In our study, participants viewed three types of videos depicting cocaine, gambling, and sad stories. Cocaine and gambling stories are employed to induce urges for cocaine and gambling in CD and PG groups, respectively. We adopt sad stories video as an emotional active control condition and examine the group differences in emotional processing among three groups of subjects. First, we detect diverse meaningful brain networks in three groups via our group-wise sparse representation method under three types of naturalistic stimuli. In total, 45 functional networks of interest are identified from all the groups under three types of stimuli.
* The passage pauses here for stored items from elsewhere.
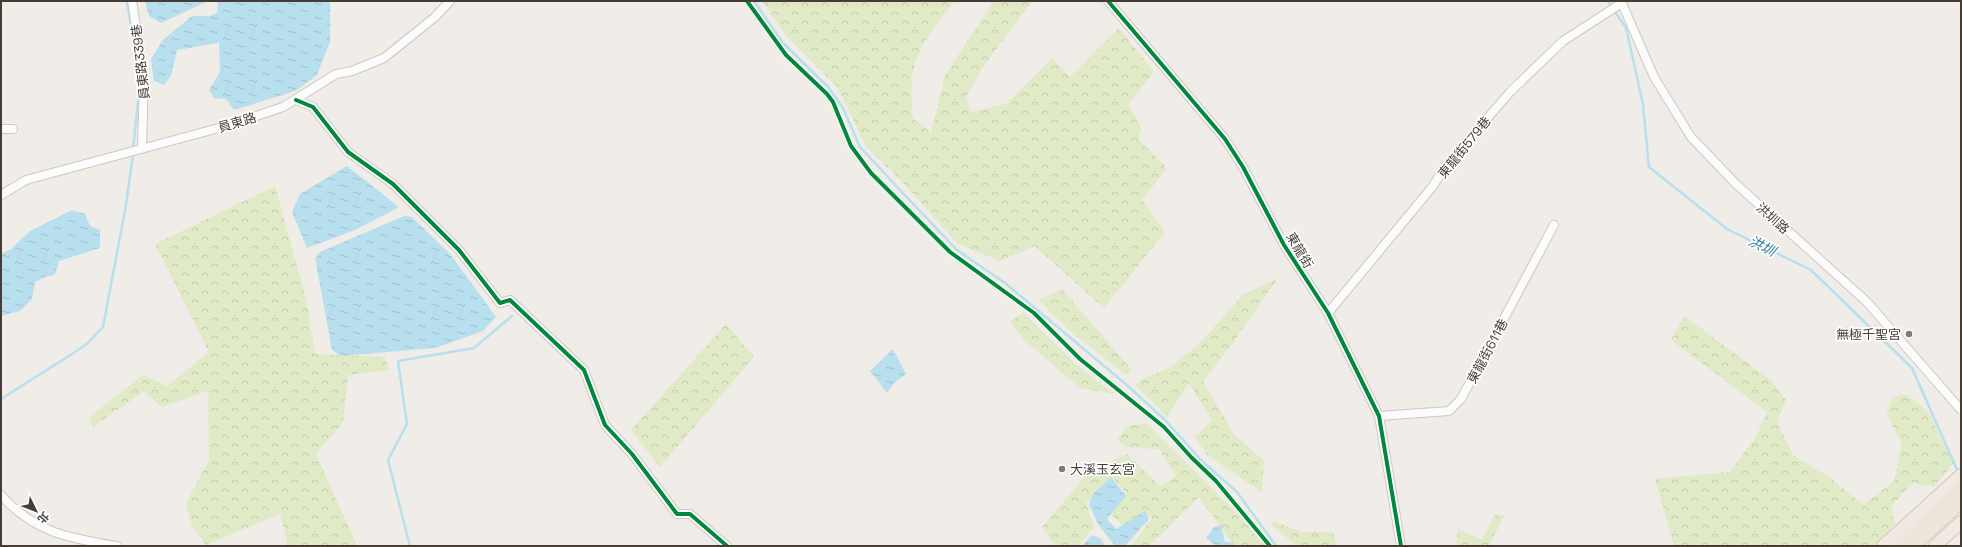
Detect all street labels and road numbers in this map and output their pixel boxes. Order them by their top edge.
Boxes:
street label: 員東路339巷 [127,23,154,101]
street label: 員東路 [216,109,258,136]
street label: 東龍街579巷 [1434,113,1495,182]
street label: 洪圳路 [1752,199,1793,238]
street label: 東龍街 [1282,229,1317,271]
street label: 東龍街611巷 [1463,316,1512,386]

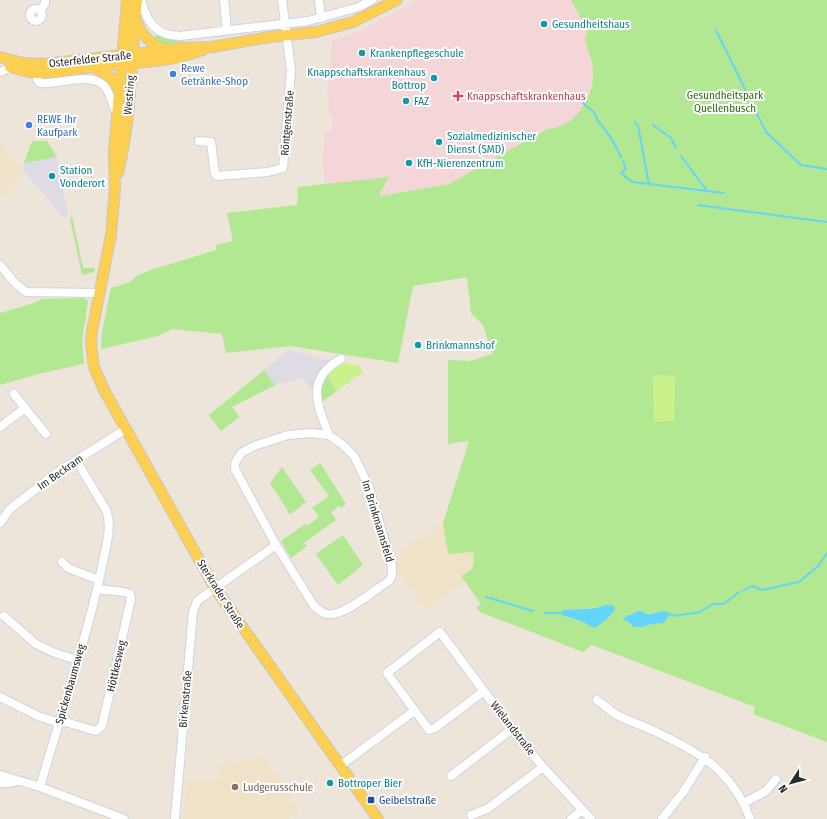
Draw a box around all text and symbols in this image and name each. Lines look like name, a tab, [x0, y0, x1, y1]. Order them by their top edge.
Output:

Specifically, 15 functional networks are generated from three groups of subjects under sad stories stimuli, and 16 networks are detected under cocaine-use video stimuli. Moreover, 14 functional networks of interest are identified under gambling-use video stimuli. Specifically, the dominant meaningful networks detected in HC, CD and PG groups corresponding to the same dictionary atom have the similar active patterns under each type of video stimuli, respectively. We postulate that CD, PG and HC exhibit similar composition patterns in corresponding networks. Our method characterizes several common brain networks reported previously under each video stimuli, including auditory (sad stories #32, #122; cocaine stories #179; gambling stories #21, #154), visual (sad stories #35, #146; cocaine stories #132, #133; gambling stories #13, #114, #132), and default mode network (sad stories #153; gambling stories #188). Moreover, since the input stimuli of video viewing are quite complex, our method can also identify some meaningful networks with several associated brain regions, as discussed in each subsection.

Then, we investigate if our group-wise sparse representation method can effectively detect group differences in brain activities during different types of videos viewing. Cross-group comparisons of statistical coefficient maps for three groups of subjects under three types of naturalistic stimuli are conducted. Specifically, we use experimentally determined threshold Z > 2.3 to all the detected networks of three groups and compare their voxel numbers (as a metric of spatial distribution) under each stimuli respectively. Furthermore, to test if the networks in one group that exhibit highest voxel numbers also have highest average z scores, we hence compare the average z scores in these networks after thresholding at Z > 2.3 among three groups. Specifically, we conduct two-sample t-tests to statistically compare z scores across groups (P < 0.05 with FDR correction) under each stimuli, respectively. The result reveals that identified meaningful networks can be used to discriminate different groups of subjects under different video viewing conditions.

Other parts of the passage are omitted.